2: The Core contains the nuclear fuel and so is the part of the reactor where fission occurs. The core is near the bottom of the reactor vessel. It consists mainly of the nuclear fuel held in the place between an upper and a lower support plate.
3: Control rods are long metal rods that contain such elements as Boron or Cadmium. These elements absorb free neutrons and thus help control a chain reaction. The control rods are inserted into the core or withdraw to slow down or speed up a chain reaction.
Moderators and Coolants: Reactor operations also depend on the substance called moderators and coolants. A moderator is a substance, such as water or carbon,that slows down neutrons ehich pass through it. Reactors require a moderator because the neutrons released by fission are are fast neutrons. But slow neutrons are needed to cause a chain reaction in the mixture of U-238 and U-235 that reactors use as fuel. A coolant is a substance, such as water or carbon dioxide, that conducts heat well but does not easily absorb free neutrons. The coolant carries heat from the chain reaction. By doing so, the coolant servers both to prevent the reactor core from melting and to produce steam.
Many power reactors are light water reactors,which use lighy (ordinary) water as both the moderator and the coolant. Heavy Water Reactors use Deuterium oxide, or heavy water, as both the moderator and the coolant. Graphite is another moderator. Indian reactors (except the one at Tarapur) use heavy water.
Fuel Preparation: The Uranium used in light water reactors must be enriched—that is, the percentage of U-235 must be increased. Free neutrons then have a better chance of striking a U-235 nucleus.

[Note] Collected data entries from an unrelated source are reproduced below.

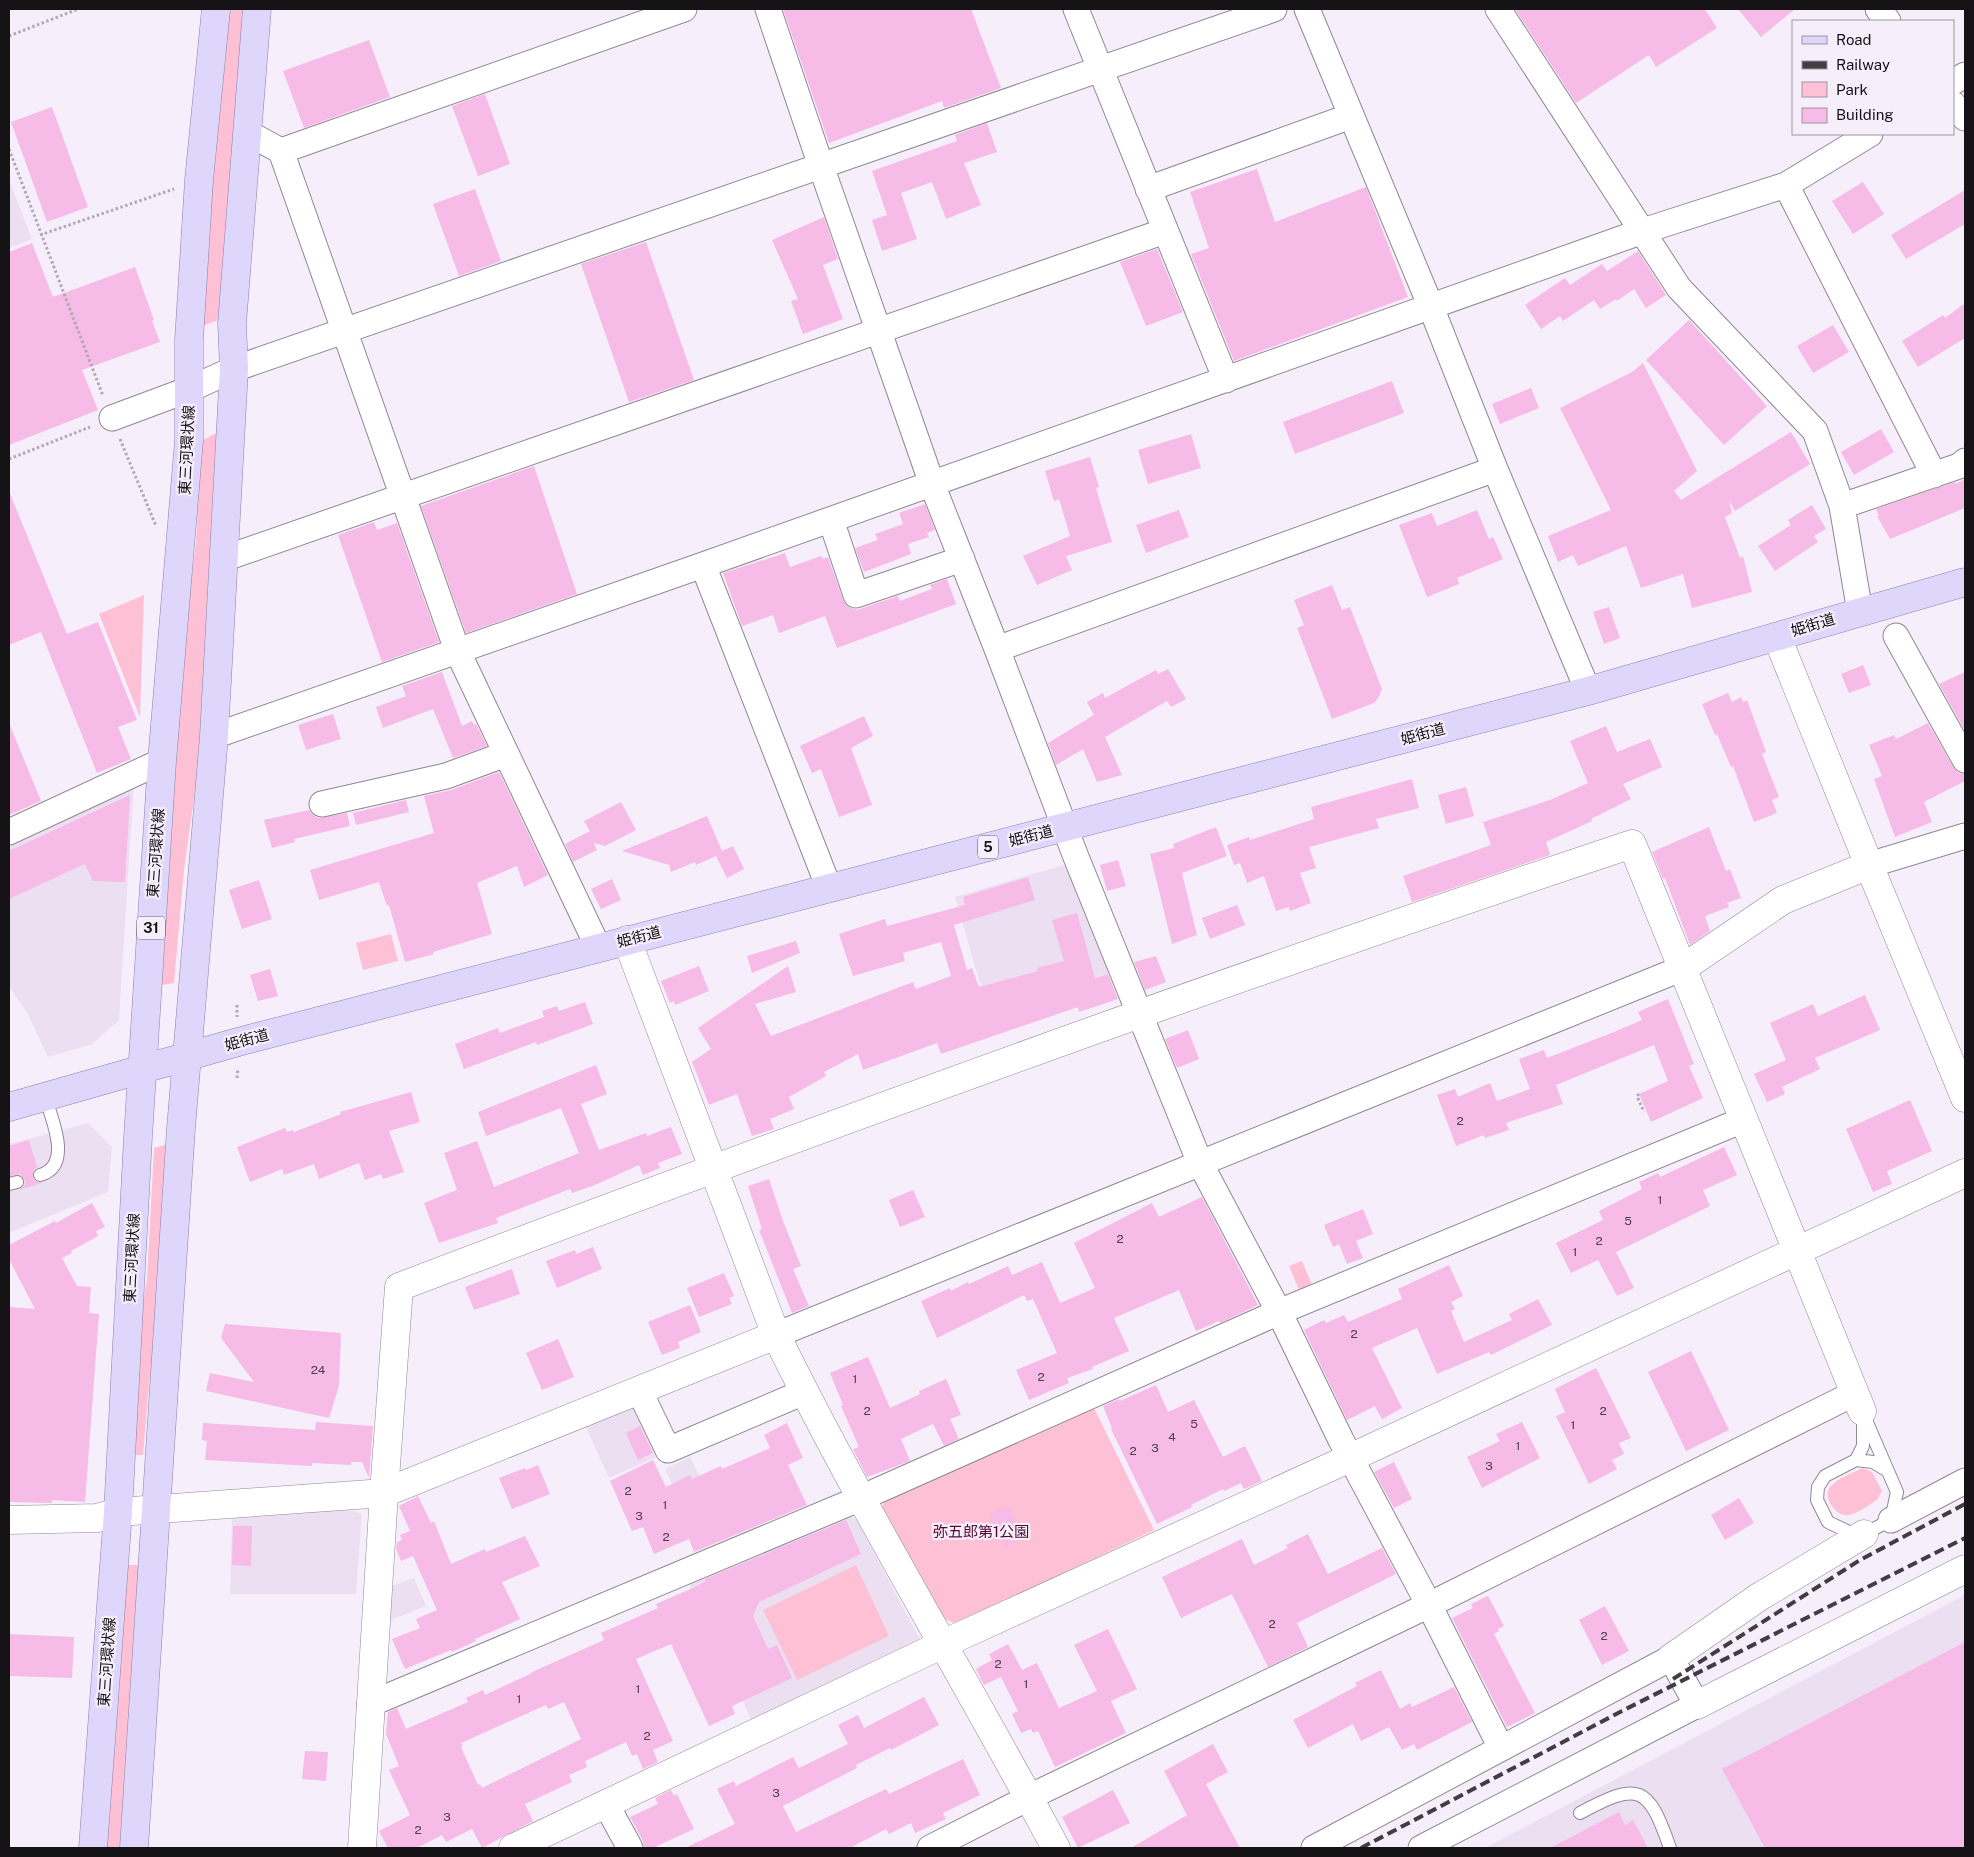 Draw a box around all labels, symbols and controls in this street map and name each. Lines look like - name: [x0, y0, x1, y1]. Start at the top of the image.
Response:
- legend: [1792, 20, 1954, 135]
- text: Road: [1836, 31, 1872, 48]
- text: Railway: [1836, 56, 1890, 73]
- text: Park: [1836, 81, 1868, 98]
- text: Building: [1836, 106, 1894, 123]
- street label: 東三河環状線: [176, 405, 197, 495]
- street label: 姫街道: [1789, 610, 1837, 639]
- street label: 姫街道: [1399, 719, 1447, 748]
- street label: 東三河環状線: [144, 807, 167, 898]
- street label: 姫街道: [1007, 822, 1055, 849]
- road number: 5: [978, 836, 998, 859]
- road number: 31: [137, 916, 165, 940]
- street label: 姫街道: [615, 923, 663, 950]
- street label: 姫街道: [223, 1025, 271, 1054]
- house number: 2: [1456, 1114, 1464, 1128]
- house number: 1: [1658, 1193, 1662, 1207]
- street label: 東三河環状線: [121, 1213, 142, 1303]
- house number: 5: [1624, 1214, 1632, 1228]
- house number: 2: [1116, 1232, 1124, 1246]
- house number: 2: [1595, 1234, 1603, 1248]
- house number: 1: [1573, 1245, 1577, 1259]
- house number: 2: [1350, 1327, 1358, 1341]
- house number: 24: [311, 1363, 326, 1377]
- house number: 2: [1037, 1370, 1045, 1384]
- house number: 1: [853, 1372, 857, 1386]
- house number: 2: [863, 1404, 871, 1418]
- house number: 2: [1599, 1404, 1607, 1418]
- house number: 5: [1190, 1417, 1198, 1431]
- house number: 1: [1571, 1418, 1575, 1432]
- house number: 4: [1168, 1430, 1176, 1444]
- house number: 1: [1516, 1439, 1520, 1453]
- house number: 3: [1151, 1441, 1159, 1455]
- house number: 2: [1129, 1444, 1137, 1458]
- house number: 3: [1485, 1459, 1493, 1473]
- house number: 2: [624, 1484, 632, 1498]
- house number: 1: [663, 1498, 667, 1512]
- house number: 3: [635, 1509, 643, 1523]
- park label: 弥五郎第1公園: [933, 1523, 1029, 1540]
- house number: 2: [662, 1530, 670, 1544]
- street label: 東三河環状線: [95, 1616, 118, 1707]
- house number: 2: [1268, 1617, 1276, 1631]
- house number: 2: [1600, 1629, 1608, 1643]
- house number: 2: [994, 1657, 1002, 1671]
- house number: 1: [1024, 1677, 1028, 1691]
- house number: 1: [636, 1682, 640, 1696]
- house number: 1: [517, 1692, 521, 1706]
- house number: 2: [643, 1729, 651, 1743]
- house number: 3: [772, 1786, 780, 1800]
- house number: 3: [443, 1810, 451, 1824]
- house number: 2: [414, 1823, 422, 1837]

Steam Production: The reactor achieves critically when a chain reaction in the fuel has been interesting oduced to provide, on an average ,one more reaction for every fission reaction.
The lighy water reactors are of two main types. On type, the pressurised water reactor produces steam outside the reactor vessel. The other type, boiling water reactor,makes steam inside the vessel.

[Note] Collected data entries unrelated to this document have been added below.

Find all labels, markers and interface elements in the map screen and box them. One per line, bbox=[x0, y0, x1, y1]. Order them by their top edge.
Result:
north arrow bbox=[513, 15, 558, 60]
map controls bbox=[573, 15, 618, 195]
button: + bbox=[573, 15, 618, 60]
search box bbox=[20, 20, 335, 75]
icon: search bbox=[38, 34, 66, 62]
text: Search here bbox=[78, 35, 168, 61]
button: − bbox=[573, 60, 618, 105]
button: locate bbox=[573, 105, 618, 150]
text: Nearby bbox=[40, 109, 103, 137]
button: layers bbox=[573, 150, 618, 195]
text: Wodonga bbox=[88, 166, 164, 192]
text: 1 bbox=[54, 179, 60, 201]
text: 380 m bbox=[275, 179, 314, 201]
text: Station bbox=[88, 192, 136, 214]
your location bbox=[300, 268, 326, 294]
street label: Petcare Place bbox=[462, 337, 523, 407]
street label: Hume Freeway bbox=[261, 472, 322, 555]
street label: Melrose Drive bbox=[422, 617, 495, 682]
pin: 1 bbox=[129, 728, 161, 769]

Most nuclear plants use pressurised water reactors. These reactors heat the moderator-water in the core under extremely high pressure. The pressure allows the water to heat past its normal boiling point of 100 °C without actually boiling. The chain reaction heats the water to about 320 °C. Pipes carry this extremely hot, though not boiling, water to steam generators outside the reactors. Heat from the pressurised water boils water in the steam generator and so produces steam.
In a boiling water reactor, the chain reaction boils the moderator-water in the core. Pipes carry the steam produced from the reactor to the plants turbines.

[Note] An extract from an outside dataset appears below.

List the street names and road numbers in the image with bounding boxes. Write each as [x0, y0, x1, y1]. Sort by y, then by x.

The fuel rods have to be removed and reprocessed from time to time separate radioactive waste products and small amounts of Plutonium-239 from used Uranium. Plutonium-239 is produced in the reactor when Uranium-235 absorbs fast fission neutrons; like Uranium-235, it undergoes fission and is used in fast-breeder reactors and to make nuclear weapons.
Experimental Breeder Reactors: The most important type of experimental breeder uses the plentiful Uranium isotope-U-238 as its basic fuel. The reactor changes the U-238 into the isotope Plutonium-239 (Pu-239) by radioactive decay. Like U-235, Pu-239 can creatr a chain reaction and so can be used for energy production. Another breeder uses the natural element Thorium as its basic fuel. It changes the Thorium into the isotope U-233, which can also produce a chain reaction.